It's no surprise then that Patric would go on to star in one of the coldest, most uncomfortable scenes in all of American film in Neil Labute's Your Friends and Neighbours. Watch as Patric looks on, telling his story, completely oblivious to the fact that what is conveying is truly horrifying. This is a man without a pulse and Patric creates him, once again, through presence and not showmanship. He's just there, cold, heartless, empty (note- this scene is at the heart of the film so if you don't want to spoil it, and you shouldn't since it's a masterpiece, don't watch this)

Patric played it tough and gritty and the police drama Narc but it was in another underrated gem, My Sister's Keeper that he changed his tune. Once again, he relied on his presence, but this time he was the emotional heart of a film and every scene he was in was a keeper. Rarely have American films presented dads as so honestly what they are: caring, understanding, rationale and supporting if even only from the background. Watch what Patric's presence does to the trailer alone:

Patric belongs to the film's best scene (which appears at the 1:53 mark). Look at how he takes the scene, not by making himself the center of it, but by reacting to it; knowing what it needs and giving it nothing more than that though the look of the eyes, the slant of the mouth, etc. These are roles that many actors would take and go over-the-top with, but not Patric who is an actor who understands the concept of restraint. He finds the truth in a scene and leaves it at that.

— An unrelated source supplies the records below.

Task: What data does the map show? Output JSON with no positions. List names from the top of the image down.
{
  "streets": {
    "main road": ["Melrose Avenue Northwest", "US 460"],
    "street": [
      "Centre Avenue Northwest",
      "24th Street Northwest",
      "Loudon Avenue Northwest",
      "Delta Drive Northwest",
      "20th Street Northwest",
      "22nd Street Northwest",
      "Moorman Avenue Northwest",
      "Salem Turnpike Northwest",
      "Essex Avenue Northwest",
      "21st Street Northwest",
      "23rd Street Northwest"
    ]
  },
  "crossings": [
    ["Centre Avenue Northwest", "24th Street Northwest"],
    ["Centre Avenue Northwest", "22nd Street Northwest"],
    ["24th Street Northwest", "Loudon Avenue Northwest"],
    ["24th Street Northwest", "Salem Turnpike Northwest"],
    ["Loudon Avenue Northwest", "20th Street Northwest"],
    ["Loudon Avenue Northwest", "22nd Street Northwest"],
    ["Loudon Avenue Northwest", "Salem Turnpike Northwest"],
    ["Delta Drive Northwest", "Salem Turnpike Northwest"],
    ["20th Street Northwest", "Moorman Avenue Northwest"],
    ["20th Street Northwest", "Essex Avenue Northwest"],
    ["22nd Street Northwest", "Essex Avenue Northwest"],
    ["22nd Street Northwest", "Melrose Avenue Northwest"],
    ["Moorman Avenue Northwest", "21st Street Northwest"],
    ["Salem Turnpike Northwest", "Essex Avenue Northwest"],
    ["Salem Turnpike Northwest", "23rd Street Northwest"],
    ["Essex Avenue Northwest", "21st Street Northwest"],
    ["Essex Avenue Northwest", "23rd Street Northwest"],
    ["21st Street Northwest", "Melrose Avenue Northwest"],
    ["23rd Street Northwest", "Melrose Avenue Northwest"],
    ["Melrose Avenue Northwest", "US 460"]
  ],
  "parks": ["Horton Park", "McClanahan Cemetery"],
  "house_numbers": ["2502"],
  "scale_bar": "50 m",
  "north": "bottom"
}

  1. he the guy from The Losers? Cause, I gotta say, I can't get behind that.

  2. He is the guy from The Losers indeed.

  3. Nice write-up here Mike, I heartily endorse this! I'm a big fan of Patric, and have always felt like he's got the range of an Ed Norton or Gary Oldman, but rarely if ever gets credit for it.

    You've highlighted two of my favorite performances here: After Dark, My Sweet (which I reviewed last year) and Your Friends and Neighbors. You did a great job articulating why he's so perfect for noir, and the latter of course is just the epitome of creepiness. Definitely a guy whom I always look forward to his performances.

  4. OK, completely off-topic, but bear with me...

    Tuesday night while surrounded by a dozen or two other T.O. movie bloggers, I mentioned the fact that I read a few others Toronto movie blogs who weren't present.

    Shannon The Movie Moxie, the glue that holds our little sewing circle together, suggested I offer an invitation to the next one.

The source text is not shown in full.